§ **Task prompt**: Look for "Lufthansa" in the records and copy every line that has it.

(Stored data)

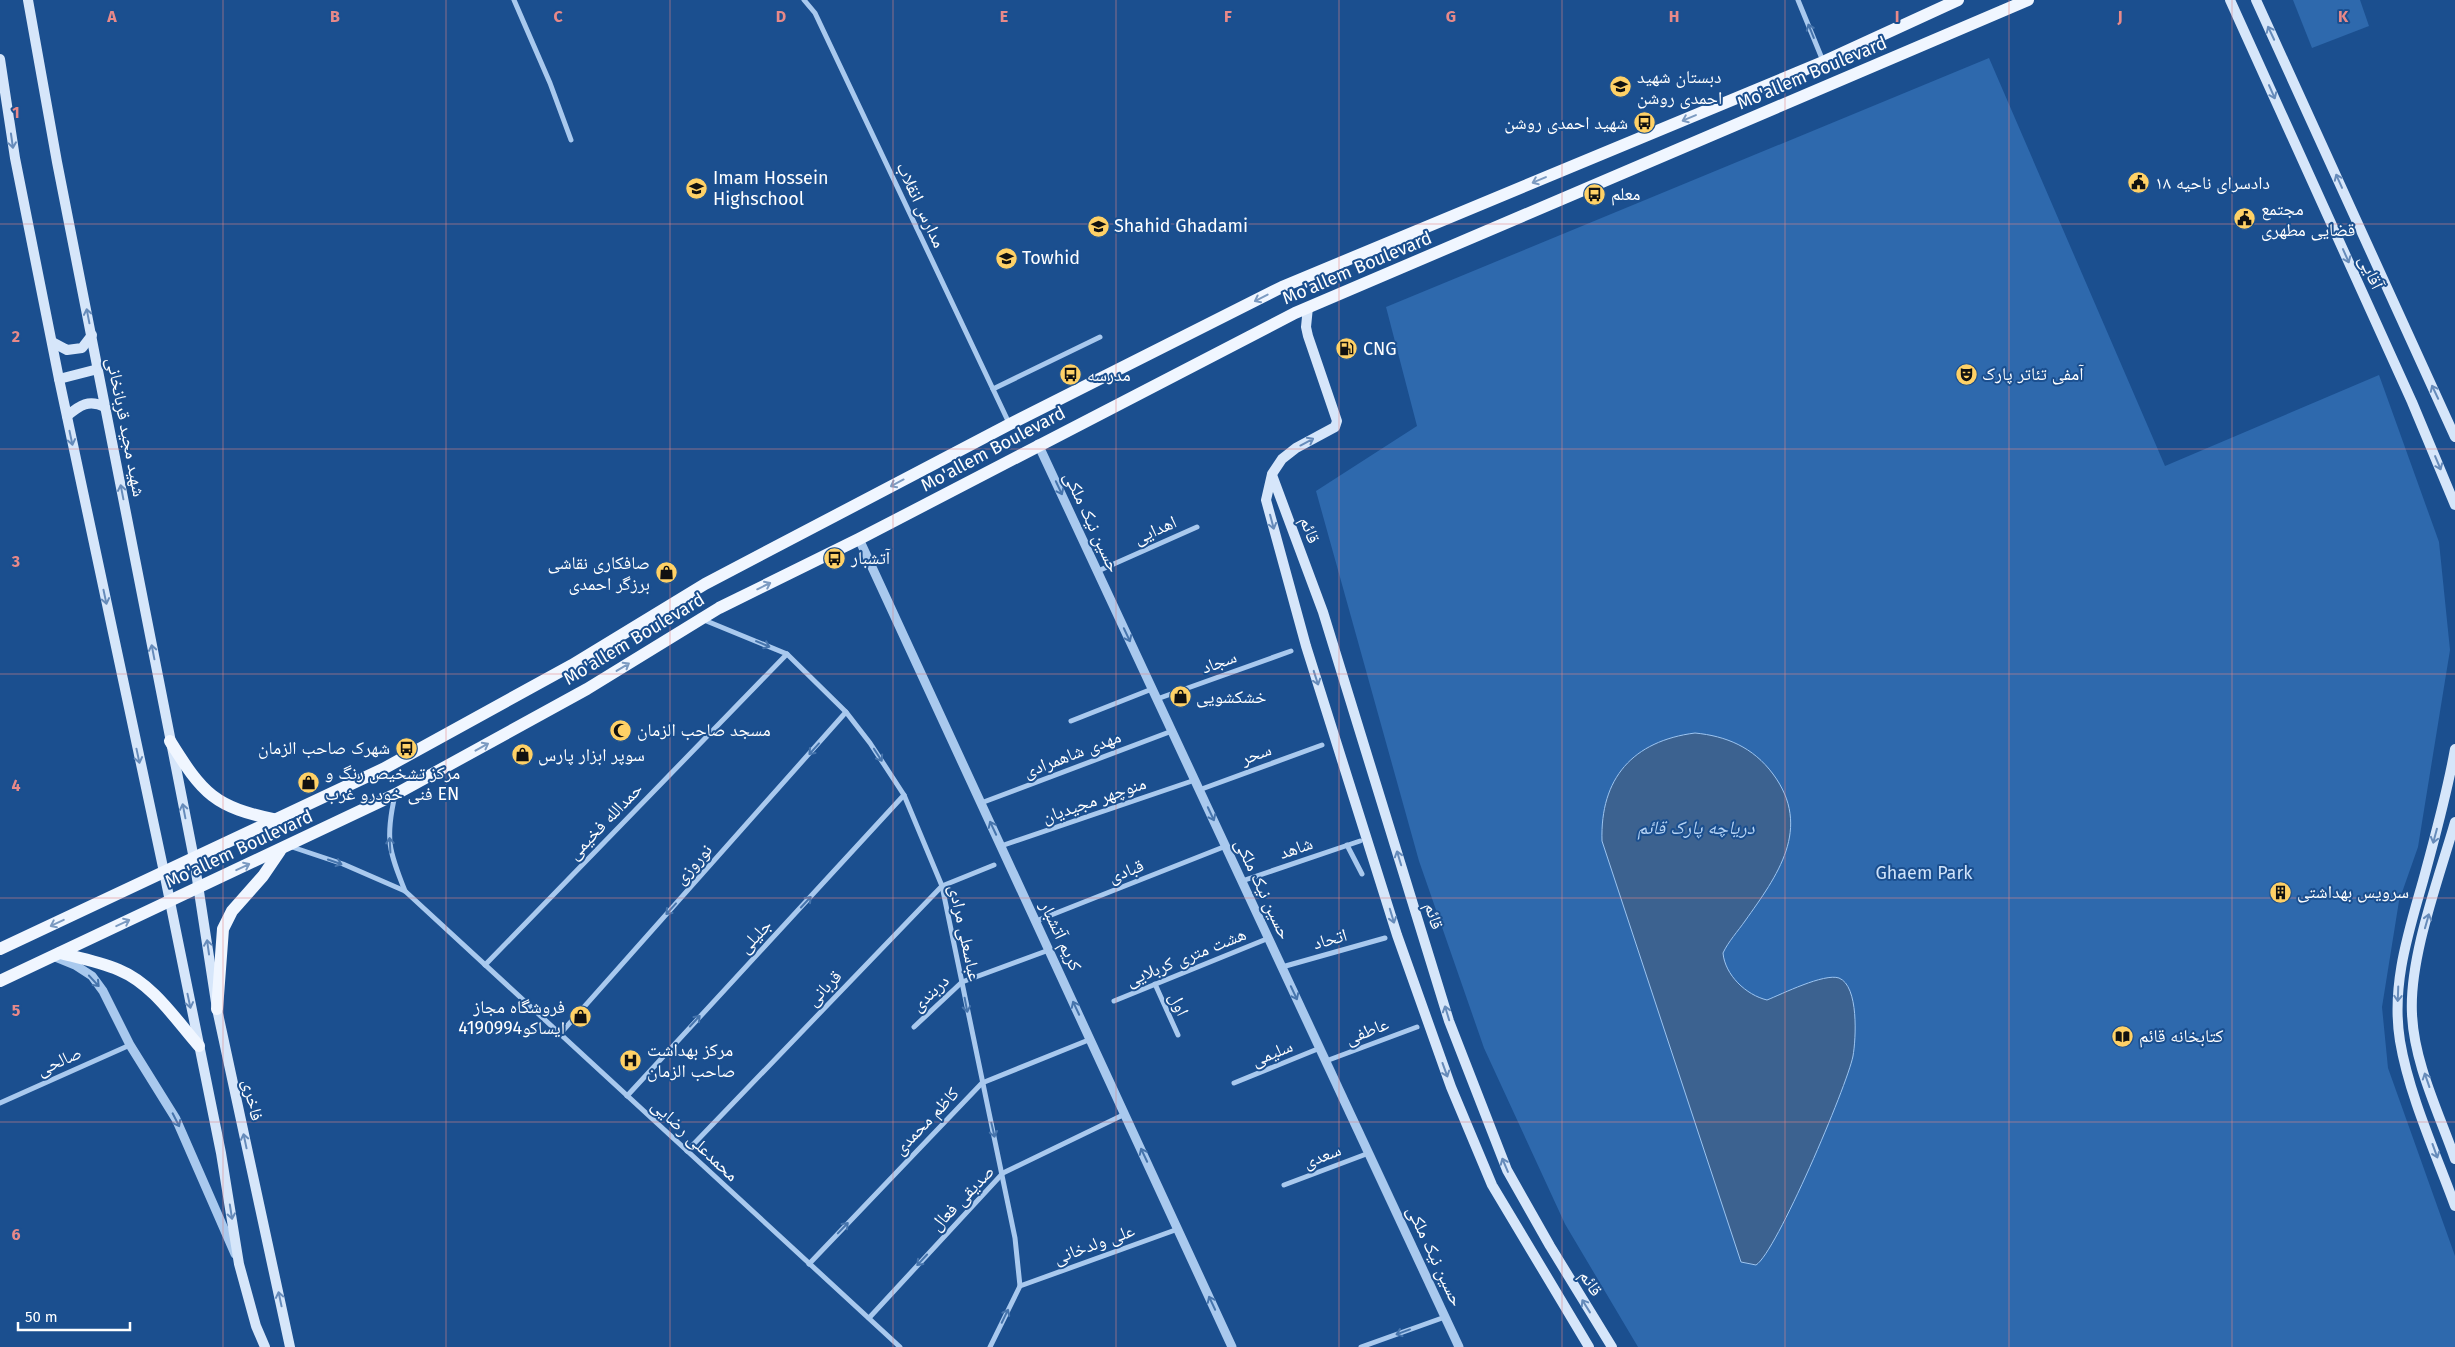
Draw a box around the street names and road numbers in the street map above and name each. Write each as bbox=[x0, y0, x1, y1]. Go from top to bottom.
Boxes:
street label: Mo'allem Boulevard bbox=[1734, 32, 1890, 114]
street label: مدارس انقلاب bbox=[892, 159, 950, 251]
street label: Mo'allem Boulevard bbox=[1279, 227, 1435, 309]
street label: آقایی bbox=[2354, 252, 2388, 293]
street label: شهید مجید قربانخانی bbox=[102, 355, 150, 499]
street label: Mo'allem Boulevard bbox=[917, 402, 1069, 496]
street label: حسین نیک ملکی bbox=[1059, 468, 1125, 576]
street label: اهدایی bbox=[1130, 511, 1180, 549]
street label: قائم bbox=[1294, 514, 1325, 547]
street label: Mo'allem Boulevard bbox=[560, 588, 708, 690]
street label: سجاد bbox=[1198, 646, 1240, 678]
street label: مهدی شاهمرادی bbox=[1020, 725, 1124, 783]
street label: سحر bbox=[1237, 738, 1274, 770]
street label: منوچهر مجیدیان bbox=[1039, 772, 1149, 828]
street label: حمدالله فخیمی bbox=[563, 778, 647, 864]
street label: Mo'allem Boulevard bbox=[162, 805, 316, 893]
street label: شاهد bbox=[1276, 832, 1316, 864]
street label: حسین نیک ملکی bbox=[1230, 835, 1296, 943]
street label: نوروزی bbox=[669, 839, 717, 889]
street label: قبادی bbox=[1105, 854, 1147, 888]
street label: عباسعلی مرادی bbox=[944, 883, 986, 983]
street label: کریم آتشبار bbox=[1034, 897, 1087, 975]
street label: قائم bbox=[1419, 900, 1448, 932]
street label: جلیلی bbox=[734, 914, 776, 958]
street label: هشت متری کربلایی bbox=[1123, 923, 1249, 991]
street label: اتحاد bbox=[1310, 924, 1350, 954]
street label: قربانی bbox=[802, 965, 846, 1011]
street label: دربندی bbox=[906, 970, 954, 1016]
street label: اول bbox=[1164, 989, 1194, 1019]
street label: عاطفی bbox=[1342, 1013, 1392, 1049]
street label: سلیمی bbox=[1248, 1035, 1296, 1071]
street label: صالحی bbox=[33, 1041, 85, 1081]
street label: فاخری bbox=[238, 1077, 268, 1123]
street label: کاظم محمدی bbox=[888, 1082, 965, 1160]
street label: محمدعلی رضایی bbox=[647, 1094, 743, 1186]
street label: سعدی bbox=[1300, 1139, 1344, 1173]
street label: صدیقی فعال bbox=[925, 1160, 999, 1236]
street label: حسین نیک ملکی bbox=[1402, 1202, 1468, 1310]
street label: علی ولدخانی bbox=[1050, 1219, 1138, 1269]
street label: قائم bbox=[1574, 1266, 1607, 1301]

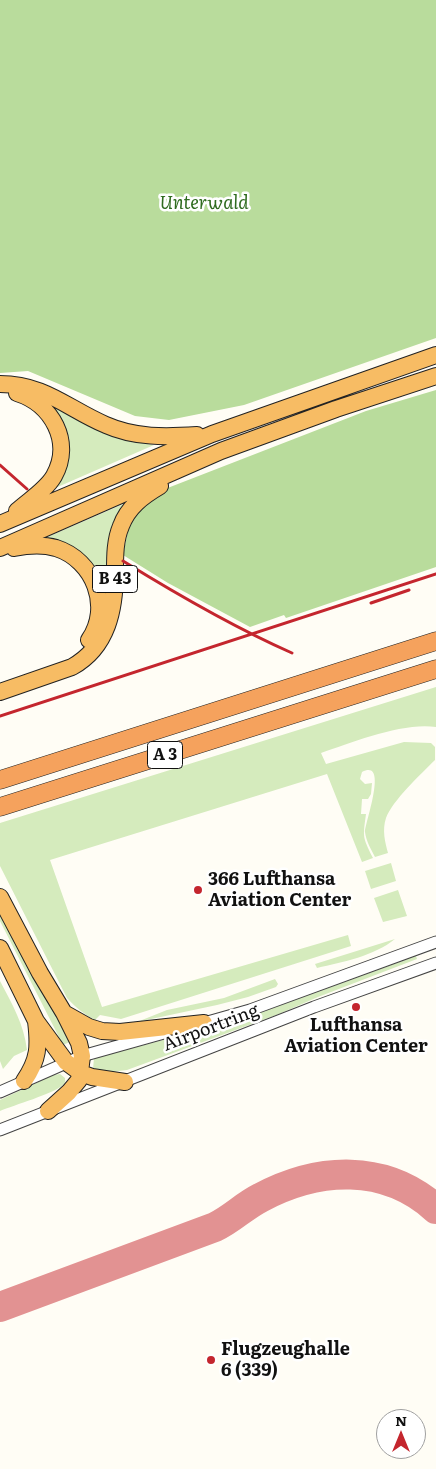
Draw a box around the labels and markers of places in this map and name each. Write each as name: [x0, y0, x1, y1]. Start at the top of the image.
place label: 366 Lufthansa Aviation Center: [208, 869, 351, 912]
marker: 366 Lufthansa Aviation Center: [192, 884, 204, 896]
marker: Lufthansa Aviation Center: [350, 1001, 362, 1013]
place label: Lufthansa Aviation Center: [284, 1015, 428, 1058]
place label: Flugzeughalle 6 (339): [221, 1339, 350, 1382]
marker: Flugzeughalle 6 (339): [205, 1354, 217, 1366]

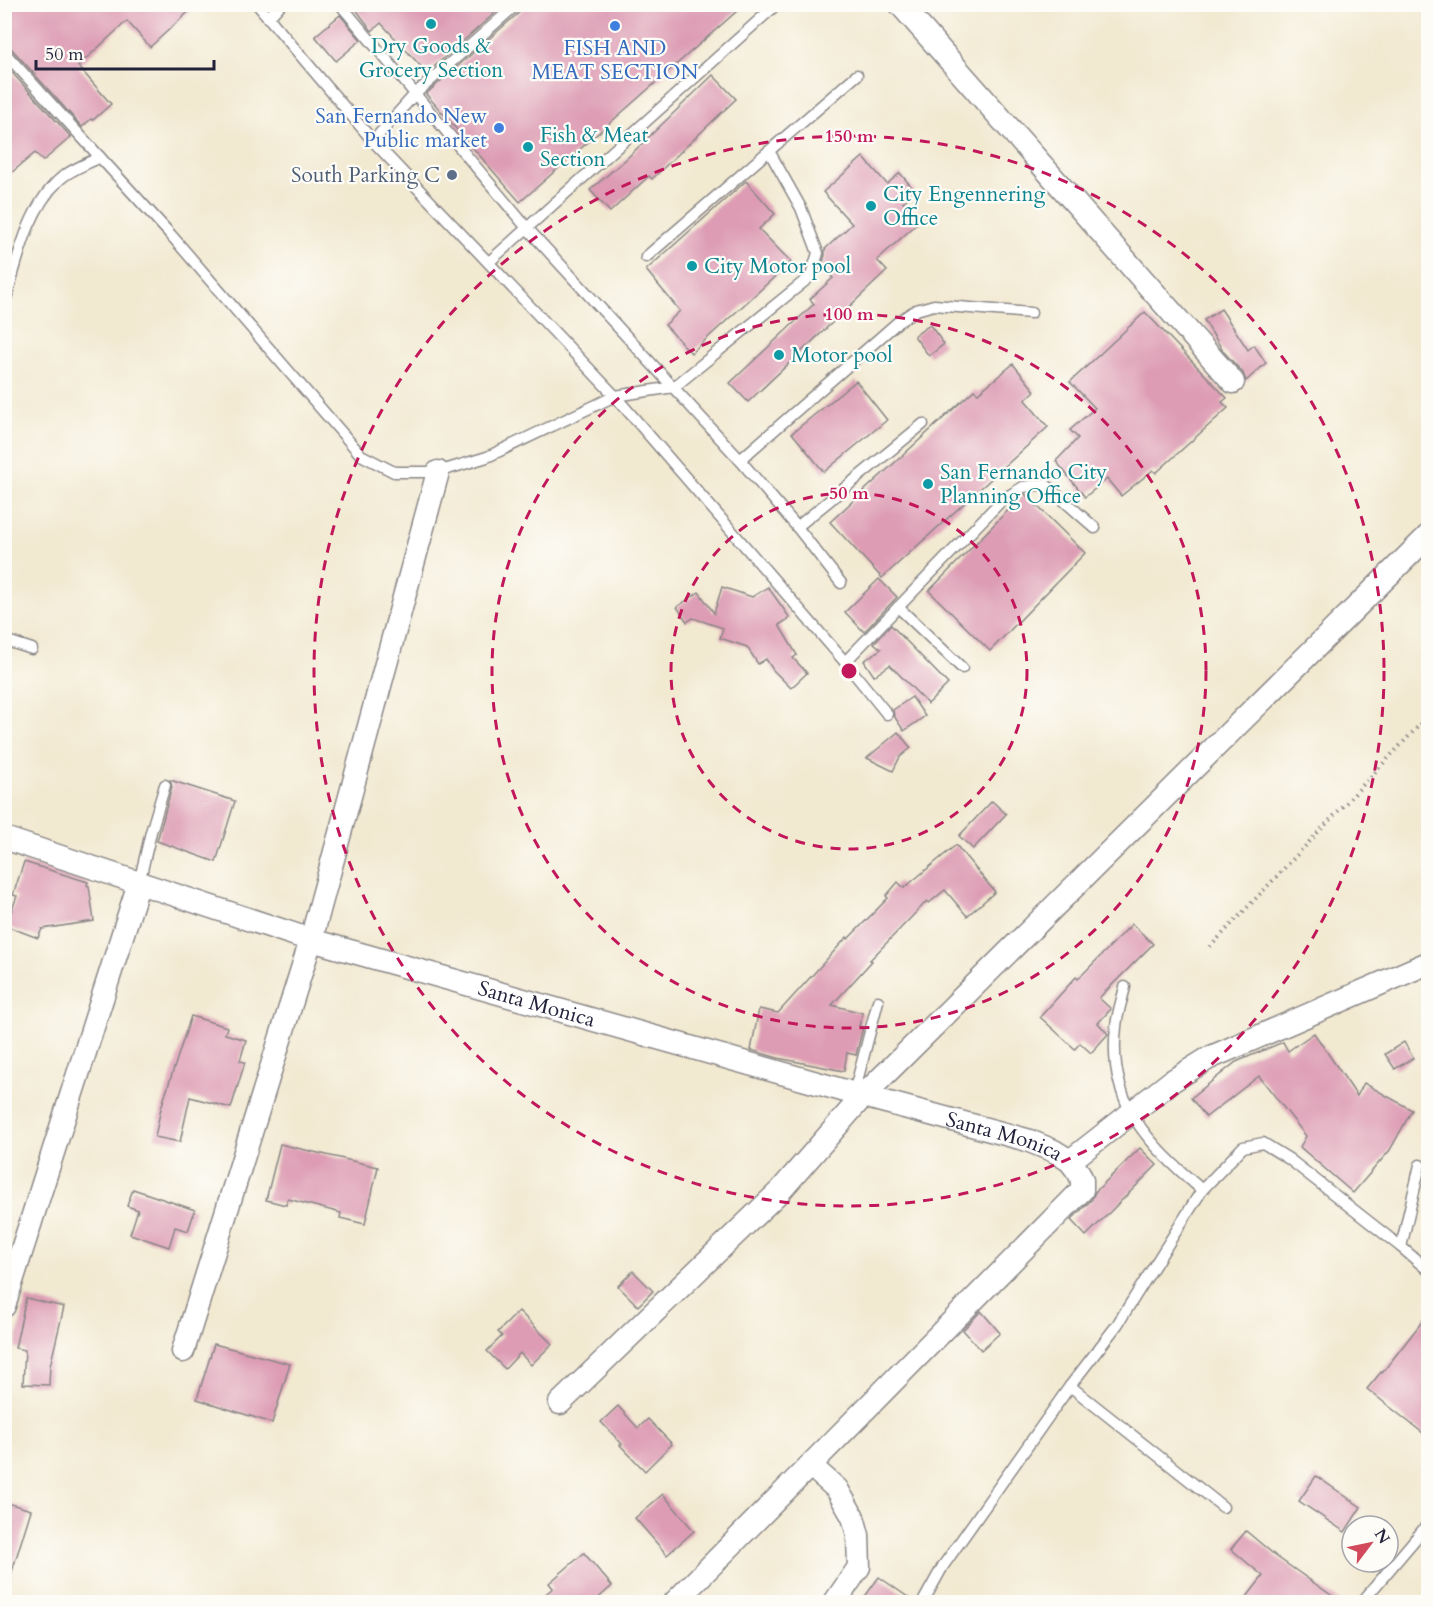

§ **Response**:
place label: 366 Lufthansa Aviation Center: [208, 869, 351, 912]
marker: 366 Lufthansa Aviation Center: [192, 884, 204, 896]
marker: Lufthansa Aviation Center: [350, 1001, 362, 1013]
place label: Lufthansa Aviation Center: [284, 1015, 428, 1058]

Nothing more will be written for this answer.